Print version ISSN 1020-4989

Rev Panam Salud Publica vol.1 n.2 Washington Feb. 1997

http://dx.doi.org/10.1590/S1020-49891997000200008 

Órdenes de no resucitar a pacientes pediátricos: la función de un comité de ética clínica en un país en desarrollo1

 

Juan Pablo Beca2 y José Luis Guerrero3

 

 

RESUMEN En la actualidad, no existe información publicada sobre las órdenes formales de "no resucitar" a los pacientes pediátricos en los países en desarrollo, aunque se ha debatido a fondo cómo determinar quién debe intervenir en estas decisiones. En este artículo se presenta la experiencia del Comité de Ética Clínica del Hospital Calvo MacKenna de Santiago, un hospital pediátrico público de Chile. El Comité estaba integrado por cuatro miembros permanentes, todos ellos médicos, y por otros profesionales, como clérigos, enfermeras, el jefe de la sección de pacientes del hospital y el médico que atendía al paciente. Los médicos presentaban casos al Comité voluntariamente, pero las recomendaciones de este no debían cumplirse por obligación. De 1990 a 1993, el Comité recomendó órdenes de no resucitar a 16 de los 34 pacientes evaluados. Se hizo un análisis retrospectivo de los registros hospitalarios de esos 16 pacientes, para recabar información sobre su edad, el diagnóstico emitido, las recomendaciones concretas del Comité y el desenlace del caso. Se observó que, además de la orden de no resucitar, el Comité solía recomendar medidas concretas para ayudar a los padres del niño y al personal que lo atendía. La media de la edad de los pacientes fue de 2 años y 2 meses. Casi todos ellos padecían múltiples enfermedades crónicas. En todos los casos, las recomendaciones del Comité (adoptadas por consenso) fueron cumplidas por el médico con el consentimiento de los padres del paciente. Once de los 16 pacientes para los que se dieron órdenes de no resucitar fallecieron en el transcurso del estudio. Los cinco restantes siguieron vivos a pesar de tener insuficiencia respiratoria, lesiones neurológicas graves o insuficiencia hepática. En general, las recomendaciones del Comité parecieron ser útiles, ofrecieron sólidos argumentos para tomar la decisión de no resucitar y sugirieron otras medidas de apoyo a los pacientes, sus familias y los profesionales que los atendían. Este resultado respalda la idea de que los comités de ética clínica pueden prestar un apoyo valioso y ofrecer una oportunidad para tomar mejores decisiones en los hospitales públicos de los países en desarrollo.

 

 

La resucitación incluye intubación, ventilación artificial, establecimiento de circulación artificial con masaje cardiotorácico, administración de medicamentos vasoactivos y desfibrilación (1, 2). El significado de las órdenes de no resucitar varía según las directrices de cada hospital. Estas órdenes se dan con muy poca frecuencia y no se describieron en la literatura hasta 1976 (3). En un reciente estudio se notificó que de 6 a 11,9% de los pacientes de todas las edades admitidos en unidades de cuidados intensivos se encontraban bajo la instrucción de que la resucitación cardiopulmonar no debía realizárseles mientras permanecieran en esa unidad (4). Este tipo de orden se da con menos frecuencia para niños que adultos. De hecho, solo un tercio de todas las defunciones de pacientes pediátricos hospitalizados se producen después de tomar la decisión de no resucitar, mientras que en los adultos ingresados esa cifra oscila entre 40 y 70% (5).

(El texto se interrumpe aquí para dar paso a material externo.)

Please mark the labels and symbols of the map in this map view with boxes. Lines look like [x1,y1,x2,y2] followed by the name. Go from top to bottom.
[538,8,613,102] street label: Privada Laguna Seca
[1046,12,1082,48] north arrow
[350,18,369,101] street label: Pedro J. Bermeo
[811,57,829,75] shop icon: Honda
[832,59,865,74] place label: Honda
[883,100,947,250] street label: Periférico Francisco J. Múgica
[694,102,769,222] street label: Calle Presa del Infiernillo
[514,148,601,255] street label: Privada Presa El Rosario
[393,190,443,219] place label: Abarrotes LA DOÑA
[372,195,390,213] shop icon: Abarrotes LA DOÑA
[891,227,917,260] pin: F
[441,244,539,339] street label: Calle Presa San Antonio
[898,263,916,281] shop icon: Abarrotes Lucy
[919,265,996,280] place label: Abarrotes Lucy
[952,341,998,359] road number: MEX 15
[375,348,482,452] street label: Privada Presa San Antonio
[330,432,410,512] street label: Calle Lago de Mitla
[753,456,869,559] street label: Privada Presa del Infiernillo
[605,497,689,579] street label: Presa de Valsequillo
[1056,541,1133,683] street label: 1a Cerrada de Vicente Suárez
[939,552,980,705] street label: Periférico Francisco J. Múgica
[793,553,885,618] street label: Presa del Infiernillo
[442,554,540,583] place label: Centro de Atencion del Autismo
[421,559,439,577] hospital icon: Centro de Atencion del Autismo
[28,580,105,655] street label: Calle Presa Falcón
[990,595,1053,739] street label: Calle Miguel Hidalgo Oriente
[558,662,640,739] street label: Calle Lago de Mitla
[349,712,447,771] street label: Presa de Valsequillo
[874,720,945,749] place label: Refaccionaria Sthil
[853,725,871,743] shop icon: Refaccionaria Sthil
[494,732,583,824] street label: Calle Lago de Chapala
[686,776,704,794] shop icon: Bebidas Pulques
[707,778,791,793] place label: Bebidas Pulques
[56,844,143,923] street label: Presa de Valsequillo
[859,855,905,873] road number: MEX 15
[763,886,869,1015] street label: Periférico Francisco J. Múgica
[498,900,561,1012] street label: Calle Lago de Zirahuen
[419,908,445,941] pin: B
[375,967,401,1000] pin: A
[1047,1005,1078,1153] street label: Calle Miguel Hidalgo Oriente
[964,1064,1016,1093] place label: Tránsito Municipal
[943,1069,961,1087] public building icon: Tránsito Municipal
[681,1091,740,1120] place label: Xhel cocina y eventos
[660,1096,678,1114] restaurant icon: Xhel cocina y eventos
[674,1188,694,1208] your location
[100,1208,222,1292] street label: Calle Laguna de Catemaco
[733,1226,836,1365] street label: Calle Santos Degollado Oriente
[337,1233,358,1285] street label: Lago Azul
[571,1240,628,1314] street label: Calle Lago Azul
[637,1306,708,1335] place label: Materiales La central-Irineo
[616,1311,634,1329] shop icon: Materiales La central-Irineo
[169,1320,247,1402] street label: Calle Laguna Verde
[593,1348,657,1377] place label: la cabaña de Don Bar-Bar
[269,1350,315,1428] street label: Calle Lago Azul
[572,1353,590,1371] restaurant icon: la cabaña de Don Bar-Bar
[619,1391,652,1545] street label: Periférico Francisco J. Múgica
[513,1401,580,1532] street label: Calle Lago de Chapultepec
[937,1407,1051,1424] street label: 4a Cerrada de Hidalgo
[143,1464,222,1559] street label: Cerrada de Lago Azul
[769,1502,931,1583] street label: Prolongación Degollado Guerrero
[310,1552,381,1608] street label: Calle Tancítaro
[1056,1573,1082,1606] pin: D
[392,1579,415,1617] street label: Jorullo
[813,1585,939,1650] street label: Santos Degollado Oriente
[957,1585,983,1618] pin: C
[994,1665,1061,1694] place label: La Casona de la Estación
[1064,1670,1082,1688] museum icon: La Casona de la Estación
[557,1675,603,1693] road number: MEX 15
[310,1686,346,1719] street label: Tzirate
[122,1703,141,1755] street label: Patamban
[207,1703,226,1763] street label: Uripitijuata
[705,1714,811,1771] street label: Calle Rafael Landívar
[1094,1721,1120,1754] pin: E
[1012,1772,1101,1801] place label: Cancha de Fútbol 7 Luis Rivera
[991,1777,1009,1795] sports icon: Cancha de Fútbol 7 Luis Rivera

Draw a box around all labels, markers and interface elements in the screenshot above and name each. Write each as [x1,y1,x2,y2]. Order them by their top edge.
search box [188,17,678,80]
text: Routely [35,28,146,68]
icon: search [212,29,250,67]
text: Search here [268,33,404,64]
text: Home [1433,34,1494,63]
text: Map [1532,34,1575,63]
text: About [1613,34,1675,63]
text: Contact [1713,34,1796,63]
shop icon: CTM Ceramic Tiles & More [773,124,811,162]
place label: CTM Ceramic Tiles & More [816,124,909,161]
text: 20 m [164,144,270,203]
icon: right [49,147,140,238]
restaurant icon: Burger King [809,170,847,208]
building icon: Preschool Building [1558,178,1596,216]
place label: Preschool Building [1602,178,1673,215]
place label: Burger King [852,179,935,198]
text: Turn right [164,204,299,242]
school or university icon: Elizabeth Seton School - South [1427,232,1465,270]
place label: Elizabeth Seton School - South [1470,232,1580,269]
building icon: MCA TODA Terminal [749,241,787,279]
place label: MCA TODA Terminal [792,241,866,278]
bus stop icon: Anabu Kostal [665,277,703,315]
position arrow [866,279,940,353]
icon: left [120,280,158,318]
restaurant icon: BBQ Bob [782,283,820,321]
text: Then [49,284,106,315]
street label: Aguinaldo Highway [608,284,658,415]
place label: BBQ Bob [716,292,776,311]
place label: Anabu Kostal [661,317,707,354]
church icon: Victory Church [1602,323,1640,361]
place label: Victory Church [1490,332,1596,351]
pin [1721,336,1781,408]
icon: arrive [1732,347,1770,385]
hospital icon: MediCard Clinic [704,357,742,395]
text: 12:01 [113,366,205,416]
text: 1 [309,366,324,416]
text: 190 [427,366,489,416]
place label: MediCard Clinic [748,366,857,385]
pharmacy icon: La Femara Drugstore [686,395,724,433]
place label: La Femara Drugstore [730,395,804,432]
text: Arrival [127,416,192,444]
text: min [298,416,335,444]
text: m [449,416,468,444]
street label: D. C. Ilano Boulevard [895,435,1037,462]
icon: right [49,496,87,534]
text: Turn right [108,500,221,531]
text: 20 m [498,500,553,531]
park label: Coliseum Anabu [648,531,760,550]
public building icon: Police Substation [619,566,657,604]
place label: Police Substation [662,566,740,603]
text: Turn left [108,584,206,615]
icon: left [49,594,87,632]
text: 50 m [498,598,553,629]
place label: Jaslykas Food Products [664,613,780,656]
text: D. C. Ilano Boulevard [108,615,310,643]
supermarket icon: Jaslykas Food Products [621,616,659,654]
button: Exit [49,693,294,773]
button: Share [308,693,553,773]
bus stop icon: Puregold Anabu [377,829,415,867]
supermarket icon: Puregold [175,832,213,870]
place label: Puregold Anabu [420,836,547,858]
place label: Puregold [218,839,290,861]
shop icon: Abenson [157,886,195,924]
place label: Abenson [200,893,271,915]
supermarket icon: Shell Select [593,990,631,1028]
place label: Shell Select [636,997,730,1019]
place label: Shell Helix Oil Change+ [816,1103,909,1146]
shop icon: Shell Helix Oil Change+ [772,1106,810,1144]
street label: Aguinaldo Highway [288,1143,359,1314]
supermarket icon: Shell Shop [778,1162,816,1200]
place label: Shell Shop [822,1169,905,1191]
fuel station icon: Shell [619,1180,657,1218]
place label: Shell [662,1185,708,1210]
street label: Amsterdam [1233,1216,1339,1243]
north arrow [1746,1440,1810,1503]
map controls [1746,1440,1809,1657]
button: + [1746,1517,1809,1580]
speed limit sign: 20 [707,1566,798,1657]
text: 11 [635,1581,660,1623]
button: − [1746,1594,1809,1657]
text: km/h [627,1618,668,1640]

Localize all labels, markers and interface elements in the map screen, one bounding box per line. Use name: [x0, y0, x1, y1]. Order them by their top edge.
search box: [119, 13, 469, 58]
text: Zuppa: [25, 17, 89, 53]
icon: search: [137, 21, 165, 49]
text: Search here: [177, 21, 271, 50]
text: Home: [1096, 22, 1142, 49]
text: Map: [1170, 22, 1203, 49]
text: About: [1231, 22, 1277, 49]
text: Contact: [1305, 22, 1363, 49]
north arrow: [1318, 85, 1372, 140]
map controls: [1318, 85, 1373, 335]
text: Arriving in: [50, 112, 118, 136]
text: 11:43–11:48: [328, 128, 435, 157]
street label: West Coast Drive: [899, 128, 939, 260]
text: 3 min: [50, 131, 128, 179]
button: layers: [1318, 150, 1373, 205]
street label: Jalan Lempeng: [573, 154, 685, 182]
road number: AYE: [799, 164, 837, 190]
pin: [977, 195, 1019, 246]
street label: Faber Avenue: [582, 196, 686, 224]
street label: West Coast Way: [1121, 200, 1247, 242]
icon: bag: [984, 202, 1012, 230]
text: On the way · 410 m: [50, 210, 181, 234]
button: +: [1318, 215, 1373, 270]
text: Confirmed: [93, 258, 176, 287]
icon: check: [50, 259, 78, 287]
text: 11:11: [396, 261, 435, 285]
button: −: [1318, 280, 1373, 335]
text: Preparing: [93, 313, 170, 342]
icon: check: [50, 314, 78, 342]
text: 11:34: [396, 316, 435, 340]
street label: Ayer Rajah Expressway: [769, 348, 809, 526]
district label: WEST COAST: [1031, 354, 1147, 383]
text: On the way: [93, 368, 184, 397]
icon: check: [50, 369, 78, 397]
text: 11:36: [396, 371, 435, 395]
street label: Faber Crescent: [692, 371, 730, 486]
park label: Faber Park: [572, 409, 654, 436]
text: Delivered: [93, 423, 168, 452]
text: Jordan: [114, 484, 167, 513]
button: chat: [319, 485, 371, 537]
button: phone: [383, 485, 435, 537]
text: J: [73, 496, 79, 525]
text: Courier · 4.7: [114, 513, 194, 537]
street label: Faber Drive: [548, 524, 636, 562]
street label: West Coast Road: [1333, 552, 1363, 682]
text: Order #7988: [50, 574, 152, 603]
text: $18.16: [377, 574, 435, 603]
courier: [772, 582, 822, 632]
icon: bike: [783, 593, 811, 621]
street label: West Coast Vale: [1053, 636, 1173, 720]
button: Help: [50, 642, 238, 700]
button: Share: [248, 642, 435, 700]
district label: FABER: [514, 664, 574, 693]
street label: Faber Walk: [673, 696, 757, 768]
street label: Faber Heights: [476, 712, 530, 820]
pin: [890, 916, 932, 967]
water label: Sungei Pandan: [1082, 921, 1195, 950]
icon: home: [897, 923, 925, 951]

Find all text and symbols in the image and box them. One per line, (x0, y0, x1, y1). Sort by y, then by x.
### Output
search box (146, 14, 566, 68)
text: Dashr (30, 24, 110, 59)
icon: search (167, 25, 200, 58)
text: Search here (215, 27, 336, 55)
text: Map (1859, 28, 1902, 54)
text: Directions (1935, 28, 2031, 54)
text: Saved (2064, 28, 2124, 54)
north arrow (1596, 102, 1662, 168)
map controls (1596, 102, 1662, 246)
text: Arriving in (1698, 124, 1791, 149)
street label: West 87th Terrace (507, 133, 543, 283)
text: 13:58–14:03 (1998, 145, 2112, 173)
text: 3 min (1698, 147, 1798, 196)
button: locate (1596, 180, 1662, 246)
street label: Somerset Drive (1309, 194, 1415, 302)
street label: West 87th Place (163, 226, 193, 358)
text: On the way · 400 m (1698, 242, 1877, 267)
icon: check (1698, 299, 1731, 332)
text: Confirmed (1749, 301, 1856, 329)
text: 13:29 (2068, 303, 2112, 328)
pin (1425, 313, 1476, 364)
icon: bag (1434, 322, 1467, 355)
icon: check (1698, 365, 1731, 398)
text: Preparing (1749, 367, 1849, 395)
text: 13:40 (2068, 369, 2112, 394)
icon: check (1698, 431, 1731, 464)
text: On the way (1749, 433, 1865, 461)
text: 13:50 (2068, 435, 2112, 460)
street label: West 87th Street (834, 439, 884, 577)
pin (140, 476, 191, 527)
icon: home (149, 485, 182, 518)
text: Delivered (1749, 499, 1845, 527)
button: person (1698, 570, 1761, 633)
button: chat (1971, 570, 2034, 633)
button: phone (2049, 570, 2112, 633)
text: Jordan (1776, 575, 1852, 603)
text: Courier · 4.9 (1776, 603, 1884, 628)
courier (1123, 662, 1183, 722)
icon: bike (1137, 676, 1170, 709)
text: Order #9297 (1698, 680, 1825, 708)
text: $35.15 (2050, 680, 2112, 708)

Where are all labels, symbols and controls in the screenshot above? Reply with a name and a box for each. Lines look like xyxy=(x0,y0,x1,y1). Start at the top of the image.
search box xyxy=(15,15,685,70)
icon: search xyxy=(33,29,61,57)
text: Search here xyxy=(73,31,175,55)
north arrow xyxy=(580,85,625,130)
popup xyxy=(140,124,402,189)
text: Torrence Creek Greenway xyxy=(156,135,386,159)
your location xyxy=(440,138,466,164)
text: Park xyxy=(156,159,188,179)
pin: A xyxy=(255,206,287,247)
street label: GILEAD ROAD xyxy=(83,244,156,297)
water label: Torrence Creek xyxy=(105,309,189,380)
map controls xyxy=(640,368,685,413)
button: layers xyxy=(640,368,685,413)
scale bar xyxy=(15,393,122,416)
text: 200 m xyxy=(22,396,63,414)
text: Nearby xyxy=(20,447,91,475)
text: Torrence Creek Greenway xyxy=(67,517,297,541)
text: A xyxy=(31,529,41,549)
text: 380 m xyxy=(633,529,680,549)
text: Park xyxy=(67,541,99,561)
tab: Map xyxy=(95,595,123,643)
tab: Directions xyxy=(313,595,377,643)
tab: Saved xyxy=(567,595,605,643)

La resucitación de un paciente se puede considerar comparable a cualquier otro tratamiento o procedimiento médico. Por tanto, debe realizarse en todas las situaciones en que pueda beneficiar al paciente. La decisión de no resucitar es compleja y puede adoptarse para resolver algunas afecciones clínicas si la resucitación se considera inútil. Sin embargo, esta determinación suele exigir alguna forma de participación del paciente y del médico que lo atiende.

Cuando un paciente es incompetente o demasiado joven (como en el caso de los niños), los miembros más apropiados de su familia deben participar activamente en la decisión de no resucitar (6). Por ello, en pacientes pediátricos dicha decisión plantea un dilema ético, ya que debe ser tomada por los padres o el médico, no por el propio paciente (2). En esta circunstancia, el Colegio de Médicos de los Estados Unidos de América asigna al médico la "responsabilidad definitiva" de la toma de esa decisión. Dicho Colegio señala específicamente que los médicos tienen la obligación de emitir un juicio razonable y, si es necesario, recurrir a la persuasión para limitar el uso de medidas excesivas y abrumadoras de prolongación artificial de la vida de los pacientes que no puedan volver a tener una existencia provechosa (7).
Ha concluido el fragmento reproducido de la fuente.